Taking the line with "M97,1240L108,1195L172,1014L185,957L206,899" as the first and the line with "<!-- street casing -->" as the last, set down exactly every line in that range from the entries below, and no more.

---

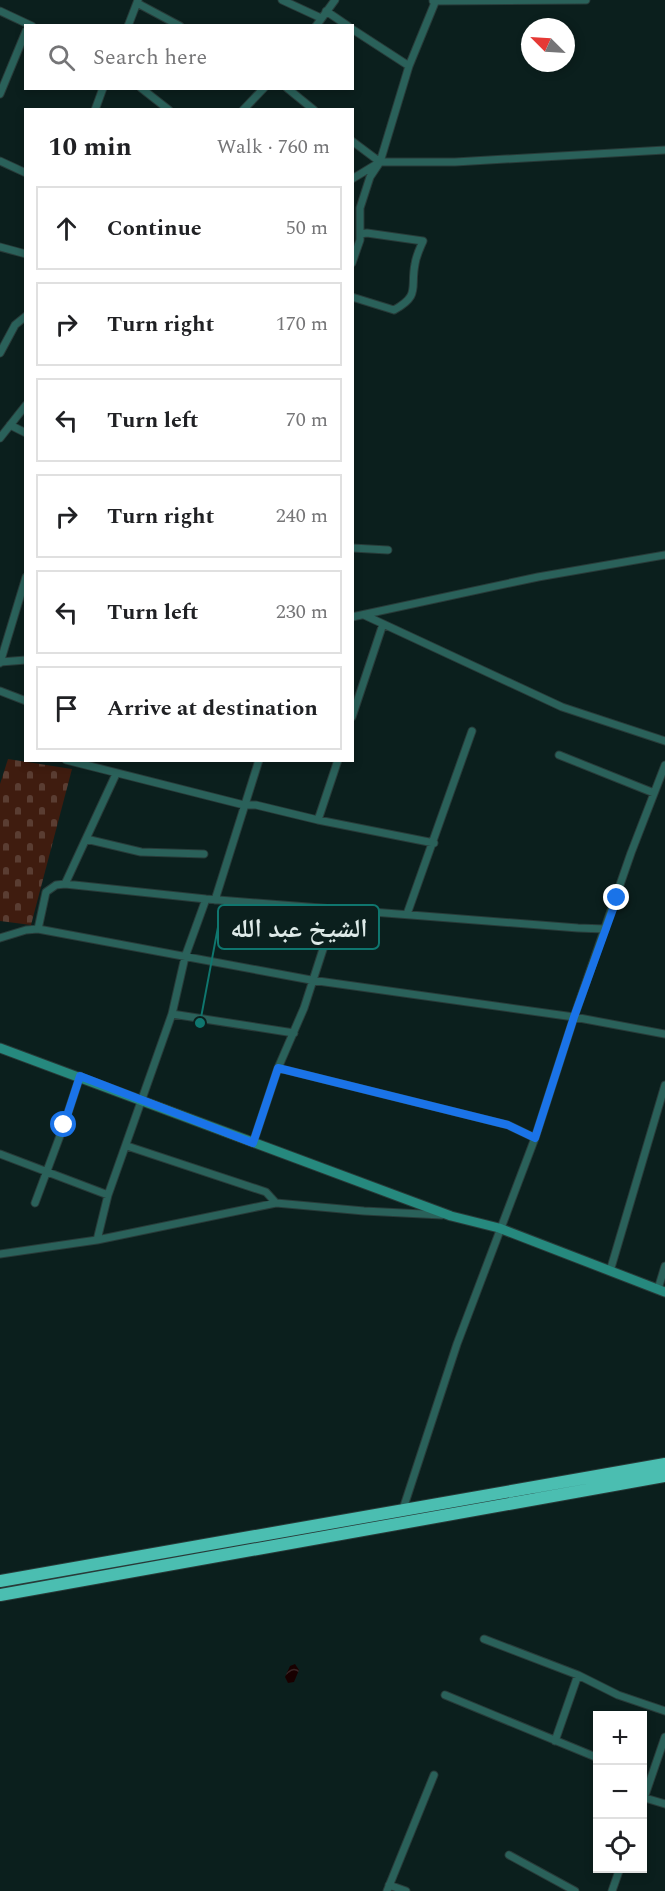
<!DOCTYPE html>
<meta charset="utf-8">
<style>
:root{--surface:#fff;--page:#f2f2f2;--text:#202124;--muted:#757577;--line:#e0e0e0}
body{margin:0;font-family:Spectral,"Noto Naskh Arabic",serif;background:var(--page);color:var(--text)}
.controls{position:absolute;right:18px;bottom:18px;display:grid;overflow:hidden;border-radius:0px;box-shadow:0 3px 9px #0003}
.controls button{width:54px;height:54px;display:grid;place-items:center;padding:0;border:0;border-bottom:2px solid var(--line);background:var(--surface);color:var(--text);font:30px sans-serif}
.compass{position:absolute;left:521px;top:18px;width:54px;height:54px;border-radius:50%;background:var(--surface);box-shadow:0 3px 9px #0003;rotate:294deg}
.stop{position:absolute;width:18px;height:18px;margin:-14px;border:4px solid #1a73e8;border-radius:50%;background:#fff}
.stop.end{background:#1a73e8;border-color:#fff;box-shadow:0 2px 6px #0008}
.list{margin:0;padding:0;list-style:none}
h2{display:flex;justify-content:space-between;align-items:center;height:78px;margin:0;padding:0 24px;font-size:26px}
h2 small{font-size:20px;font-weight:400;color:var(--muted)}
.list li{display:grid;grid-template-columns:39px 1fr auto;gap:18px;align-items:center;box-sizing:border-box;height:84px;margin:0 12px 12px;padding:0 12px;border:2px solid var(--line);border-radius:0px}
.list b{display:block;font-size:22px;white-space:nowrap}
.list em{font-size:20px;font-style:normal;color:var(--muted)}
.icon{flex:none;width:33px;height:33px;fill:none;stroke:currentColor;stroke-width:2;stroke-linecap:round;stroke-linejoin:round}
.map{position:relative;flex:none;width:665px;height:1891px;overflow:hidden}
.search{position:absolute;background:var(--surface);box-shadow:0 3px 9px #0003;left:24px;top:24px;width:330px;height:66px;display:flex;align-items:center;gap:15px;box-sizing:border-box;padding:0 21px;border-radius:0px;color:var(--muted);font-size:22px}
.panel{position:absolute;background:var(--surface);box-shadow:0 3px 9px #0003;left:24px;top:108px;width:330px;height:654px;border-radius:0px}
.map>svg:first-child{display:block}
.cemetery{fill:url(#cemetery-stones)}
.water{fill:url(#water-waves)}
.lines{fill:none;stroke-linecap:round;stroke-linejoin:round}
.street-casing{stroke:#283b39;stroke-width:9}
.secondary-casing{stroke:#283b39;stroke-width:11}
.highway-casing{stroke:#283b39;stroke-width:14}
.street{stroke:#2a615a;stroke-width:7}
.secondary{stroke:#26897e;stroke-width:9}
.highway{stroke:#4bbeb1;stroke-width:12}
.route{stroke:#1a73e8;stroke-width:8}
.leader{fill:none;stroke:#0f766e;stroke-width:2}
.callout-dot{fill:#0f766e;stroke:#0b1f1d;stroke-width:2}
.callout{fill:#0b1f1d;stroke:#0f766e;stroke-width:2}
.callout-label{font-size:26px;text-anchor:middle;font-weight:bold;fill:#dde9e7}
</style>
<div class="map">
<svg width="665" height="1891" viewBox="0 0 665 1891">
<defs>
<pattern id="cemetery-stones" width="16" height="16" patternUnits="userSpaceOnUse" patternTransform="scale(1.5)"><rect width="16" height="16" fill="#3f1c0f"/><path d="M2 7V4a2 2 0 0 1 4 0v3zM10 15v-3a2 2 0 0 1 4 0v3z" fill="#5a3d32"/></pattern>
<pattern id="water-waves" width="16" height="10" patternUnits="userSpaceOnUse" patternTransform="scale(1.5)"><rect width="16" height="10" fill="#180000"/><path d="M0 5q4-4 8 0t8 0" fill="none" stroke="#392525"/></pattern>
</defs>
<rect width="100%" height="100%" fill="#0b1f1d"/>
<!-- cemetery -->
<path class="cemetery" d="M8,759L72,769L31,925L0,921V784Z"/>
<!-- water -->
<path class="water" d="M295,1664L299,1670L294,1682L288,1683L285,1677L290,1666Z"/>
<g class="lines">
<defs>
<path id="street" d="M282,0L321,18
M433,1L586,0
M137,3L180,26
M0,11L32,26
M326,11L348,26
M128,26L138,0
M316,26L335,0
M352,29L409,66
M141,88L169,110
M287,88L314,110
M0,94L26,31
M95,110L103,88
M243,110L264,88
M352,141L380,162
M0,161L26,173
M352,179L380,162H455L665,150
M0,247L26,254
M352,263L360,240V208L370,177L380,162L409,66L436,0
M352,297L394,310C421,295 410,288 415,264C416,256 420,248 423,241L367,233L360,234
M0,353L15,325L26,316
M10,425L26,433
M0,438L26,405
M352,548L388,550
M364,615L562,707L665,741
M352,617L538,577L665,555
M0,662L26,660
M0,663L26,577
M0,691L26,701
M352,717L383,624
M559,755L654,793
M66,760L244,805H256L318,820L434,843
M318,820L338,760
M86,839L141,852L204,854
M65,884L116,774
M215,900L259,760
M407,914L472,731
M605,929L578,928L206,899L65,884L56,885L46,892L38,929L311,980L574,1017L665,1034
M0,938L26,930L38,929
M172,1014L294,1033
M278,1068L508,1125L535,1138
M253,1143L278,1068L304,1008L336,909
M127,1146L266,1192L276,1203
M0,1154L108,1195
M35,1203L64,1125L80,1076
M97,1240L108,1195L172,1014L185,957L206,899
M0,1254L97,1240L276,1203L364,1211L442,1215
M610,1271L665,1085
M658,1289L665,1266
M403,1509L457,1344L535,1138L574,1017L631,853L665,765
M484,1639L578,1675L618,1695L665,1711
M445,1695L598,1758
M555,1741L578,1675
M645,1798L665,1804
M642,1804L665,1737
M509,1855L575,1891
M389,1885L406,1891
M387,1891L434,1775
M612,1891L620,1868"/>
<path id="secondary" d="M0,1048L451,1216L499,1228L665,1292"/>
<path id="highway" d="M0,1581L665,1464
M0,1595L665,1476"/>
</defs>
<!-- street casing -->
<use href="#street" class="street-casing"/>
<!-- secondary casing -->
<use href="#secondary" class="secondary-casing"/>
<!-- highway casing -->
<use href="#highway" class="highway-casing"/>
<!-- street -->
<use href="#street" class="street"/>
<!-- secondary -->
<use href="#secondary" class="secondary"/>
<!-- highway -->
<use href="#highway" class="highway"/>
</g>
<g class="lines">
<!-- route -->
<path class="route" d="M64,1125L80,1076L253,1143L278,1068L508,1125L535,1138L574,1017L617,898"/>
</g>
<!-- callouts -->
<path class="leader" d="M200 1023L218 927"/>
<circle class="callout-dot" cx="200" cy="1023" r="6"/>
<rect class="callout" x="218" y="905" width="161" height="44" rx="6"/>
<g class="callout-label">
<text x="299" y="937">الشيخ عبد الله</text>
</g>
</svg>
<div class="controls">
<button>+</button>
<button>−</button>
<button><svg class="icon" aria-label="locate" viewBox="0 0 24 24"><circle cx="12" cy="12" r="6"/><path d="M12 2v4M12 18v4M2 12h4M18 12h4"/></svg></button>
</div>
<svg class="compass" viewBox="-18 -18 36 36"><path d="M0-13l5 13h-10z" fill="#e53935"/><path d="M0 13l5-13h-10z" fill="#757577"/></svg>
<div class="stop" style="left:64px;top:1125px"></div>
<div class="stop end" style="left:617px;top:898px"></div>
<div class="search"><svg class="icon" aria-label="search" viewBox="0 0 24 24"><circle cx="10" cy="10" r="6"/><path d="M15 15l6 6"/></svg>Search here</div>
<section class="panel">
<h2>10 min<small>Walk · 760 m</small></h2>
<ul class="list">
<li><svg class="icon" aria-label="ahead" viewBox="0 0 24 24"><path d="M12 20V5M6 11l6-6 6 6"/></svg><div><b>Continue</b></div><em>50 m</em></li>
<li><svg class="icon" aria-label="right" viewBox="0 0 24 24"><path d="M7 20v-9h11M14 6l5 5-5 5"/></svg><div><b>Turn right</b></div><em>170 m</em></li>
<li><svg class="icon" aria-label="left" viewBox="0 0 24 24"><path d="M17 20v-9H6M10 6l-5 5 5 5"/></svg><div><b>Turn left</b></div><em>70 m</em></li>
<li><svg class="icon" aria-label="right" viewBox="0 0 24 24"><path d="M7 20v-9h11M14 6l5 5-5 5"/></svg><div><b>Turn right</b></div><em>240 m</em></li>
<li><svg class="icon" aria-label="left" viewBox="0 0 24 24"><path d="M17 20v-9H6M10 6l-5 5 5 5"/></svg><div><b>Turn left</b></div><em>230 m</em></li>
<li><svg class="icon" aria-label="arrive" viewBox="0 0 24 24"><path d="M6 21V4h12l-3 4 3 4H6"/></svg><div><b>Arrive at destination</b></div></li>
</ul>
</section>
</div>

---

Task solution
M97,1240L108,1195L172,1014L185,957L206,899
M0,1254L97,1240L276,1203L364,1211L442,1215
M610,1271L665,1085
M658,1289L665,1266
M403,1509L457,1344L535,1138L574,1017L631,853L665,765
M484,1639L578,1675L618,1695L665,1711
M445,1695L598,1758
M555,1741L578,1675
M645,1798L665,1804
M642,1804L665,1737
M509,1855L575,1891
M389,1885L406,1891
M387,1891L434,1775
M612,1891L620,1868"/>
<path id="secondary" d="M0,1048L451,1216L499,1228L665,1292"/>
<path id="highway" d="M0,1581L665,1464
M0,1595L665,1476"/>
</defs>
<!-- street casing -->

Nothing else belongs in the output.